Milan W comments on Jesse Hoogland’s Shortform

Milan W 24 Jan 2025 20:17 UTC
1 point
−1
IF we got and will keep on having strong scaling law improvements, then:
- ~~openai’s plan to continue to acquire way more training compute even into 2029 is either lies or a mistake~~
- we’ll get very interesting times quite soon
- offense-defense balances and multi-agent-system dynamics seem like good research directions, if you can research fast and have reason to believe your research will be implemented in a useful way
EDIT: I no longer fully endorse the crossed-out bullet point. Details in replies to this comment.

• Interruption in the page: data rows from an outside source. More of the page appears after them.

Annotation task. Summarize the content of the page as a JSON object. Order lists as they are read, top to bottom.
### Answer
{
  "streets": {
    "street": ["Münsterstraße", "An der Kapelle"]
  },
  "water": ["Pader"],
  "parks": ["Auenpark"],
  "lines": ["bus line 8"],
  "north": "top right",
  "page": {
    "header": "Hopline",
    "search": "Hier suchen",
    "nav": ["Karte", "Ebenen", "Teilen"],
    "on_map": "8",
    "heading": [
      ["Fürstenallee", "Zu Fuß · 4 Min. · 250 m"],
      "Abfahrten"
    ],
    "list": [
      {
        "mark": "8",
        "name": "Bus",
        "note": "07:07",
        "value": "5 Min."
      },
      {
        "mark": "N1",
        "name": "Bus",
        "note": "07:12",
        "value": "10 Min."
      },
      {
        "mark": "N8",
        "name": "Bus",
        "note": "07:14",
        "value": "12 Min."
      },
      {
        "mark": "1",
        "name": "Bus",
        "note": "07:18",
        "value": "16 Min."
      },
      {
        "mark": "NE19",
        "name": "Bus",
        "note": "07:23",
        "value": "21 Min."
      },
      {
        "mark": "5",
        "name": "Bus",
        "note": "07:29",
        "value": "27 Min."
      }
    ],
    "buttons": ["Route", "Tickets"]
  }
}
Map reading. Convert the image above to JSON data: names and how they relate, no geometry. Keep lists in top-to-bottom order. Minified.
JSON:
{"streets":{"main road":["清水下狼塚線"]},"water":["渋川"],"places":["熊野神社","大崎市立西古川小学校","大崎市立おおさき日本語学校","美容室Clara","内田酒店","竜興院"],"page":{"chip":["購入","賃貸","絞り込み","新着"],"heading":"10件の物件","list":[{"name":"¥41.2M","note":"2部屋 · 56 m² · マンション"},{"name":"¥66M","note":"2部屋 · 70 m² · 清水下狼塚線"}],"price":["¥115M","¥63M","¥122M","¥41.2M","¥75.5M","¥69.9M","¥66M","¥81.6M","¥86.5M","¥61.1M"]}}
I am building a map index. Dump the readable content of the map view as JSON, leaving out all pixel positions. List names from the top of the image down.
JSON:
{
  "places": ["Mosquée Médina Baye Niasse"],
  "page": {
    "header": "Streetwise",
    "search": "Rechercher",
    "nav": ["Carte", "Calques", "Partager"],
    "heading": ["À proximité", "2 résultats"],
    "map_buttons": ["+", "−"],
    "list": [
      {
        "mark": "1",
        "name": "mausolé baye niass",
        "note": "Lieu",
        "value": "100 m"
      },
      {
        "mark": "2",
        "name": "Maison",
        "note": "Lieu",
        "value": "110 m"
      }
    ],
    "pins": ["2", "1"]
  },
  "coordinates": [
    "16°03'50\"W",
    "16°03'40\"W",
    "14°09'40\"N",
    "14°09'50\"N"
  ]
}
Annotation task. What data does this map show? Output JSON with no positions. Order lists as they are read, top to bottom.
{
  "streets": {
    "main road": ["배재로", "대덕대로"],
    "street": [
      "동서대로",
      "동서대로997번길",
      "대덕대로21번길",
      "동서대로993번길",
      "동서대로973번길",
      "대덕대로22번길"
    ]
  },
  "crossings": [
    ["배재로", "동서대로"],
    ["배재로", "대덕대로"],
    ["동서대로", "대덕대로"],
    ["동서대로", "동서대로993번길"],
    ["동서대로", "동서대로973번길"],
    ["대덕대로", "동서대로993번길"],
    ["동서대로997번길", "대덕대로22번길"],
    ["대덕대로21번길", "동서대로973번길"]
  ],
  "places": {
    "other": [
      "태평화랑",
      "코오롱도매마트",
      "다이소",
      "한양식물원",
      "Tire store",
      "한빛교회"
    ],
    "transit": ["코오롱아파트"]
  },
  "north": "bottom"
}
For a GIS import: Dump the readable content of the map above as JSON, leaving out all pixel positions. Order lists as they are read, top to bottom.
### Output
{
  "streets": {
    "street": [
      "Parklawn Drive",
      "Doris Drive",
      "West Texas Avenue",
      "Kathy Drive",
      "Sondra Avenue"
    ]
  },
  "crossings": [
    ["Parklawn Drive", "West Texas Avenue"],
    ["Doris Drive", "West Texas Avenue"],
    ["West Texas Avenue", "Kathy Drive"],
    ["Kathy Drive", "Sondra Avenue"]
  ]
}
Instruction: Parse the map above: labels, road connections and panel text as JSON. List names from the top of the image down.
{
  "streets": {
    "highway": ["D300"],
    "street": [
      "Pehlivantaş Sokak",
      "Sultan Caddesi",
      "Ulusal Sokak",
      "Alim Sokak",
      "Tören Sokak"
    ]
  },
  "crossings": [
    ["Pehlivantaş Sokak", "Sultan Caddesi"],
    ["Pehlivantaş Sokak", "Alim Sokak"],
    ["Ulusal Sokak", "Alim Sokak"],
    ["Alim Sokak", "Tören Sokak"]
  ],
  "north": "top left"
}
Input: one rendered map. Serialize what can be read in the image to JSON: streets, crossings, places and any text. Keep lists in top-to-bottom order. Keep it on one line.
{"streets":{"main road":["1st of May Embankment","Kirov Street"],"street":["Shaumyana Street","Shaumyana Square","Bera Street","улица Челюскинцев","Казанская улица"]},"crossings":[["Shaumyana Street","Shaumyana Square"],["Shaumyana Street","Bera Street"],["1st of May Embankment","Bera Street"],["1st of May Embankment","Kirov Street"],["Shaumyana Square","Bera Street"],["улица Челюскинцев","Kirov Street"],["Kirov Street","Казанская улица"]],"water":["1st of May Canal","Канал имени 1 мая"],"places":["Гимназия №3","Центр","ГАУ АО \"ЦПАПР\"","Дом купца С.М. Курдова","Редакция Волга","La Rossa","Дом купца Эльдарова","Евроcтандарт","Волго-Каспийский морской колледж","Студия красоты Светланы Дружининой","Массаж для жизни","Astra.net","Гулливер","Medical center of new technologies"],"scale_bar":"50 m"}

- Nathan Helm-Burger 24 Jan 2025 20:50 UTC
  4 points
  1
  Parent
  Disagree on pursuit of compute being a mistake in one of those worlds but not the other. Either way you are going to want as much inference as possible during key strategic moments.
  
  This seems even more critically important if you are worried your competitors will have algorithms nearly as good as yours.
  
  [Edit: roon posted the same thought on xitter the next day https://x.com/tszzl/status/1883076766232936730
  
  roon @tszzl
  
  if the frontier models are commoditized, compute concentration matters even more
  
  if you can train better models for fewer flops, compute concentration matters even more
  
  compute is the primary means of production of the future and owning more will always be good
  
  12:57 AM · Jan 25, 2025 roon @tszzl
  
  imo, open source models are a bit of a red herring on the path to acceptable asi futures. free model weights still don’t distribute power to all of humanity, they distribute it to the compute rich
  
  https://x.com/MikePFrank/status/1882999933126721617
  
  Michael P. Frank @MikePFrank
  
  Since R1 came out, people are talking like the massive compute farms deployed by Western labs are a waste, BUT THEY’RE NOT — don’t you see? This just means that once the best of DeepSeek’s clever cocktail of new methods are adopted by GPU-rich orgs, they’ll reach ASI even faster. ]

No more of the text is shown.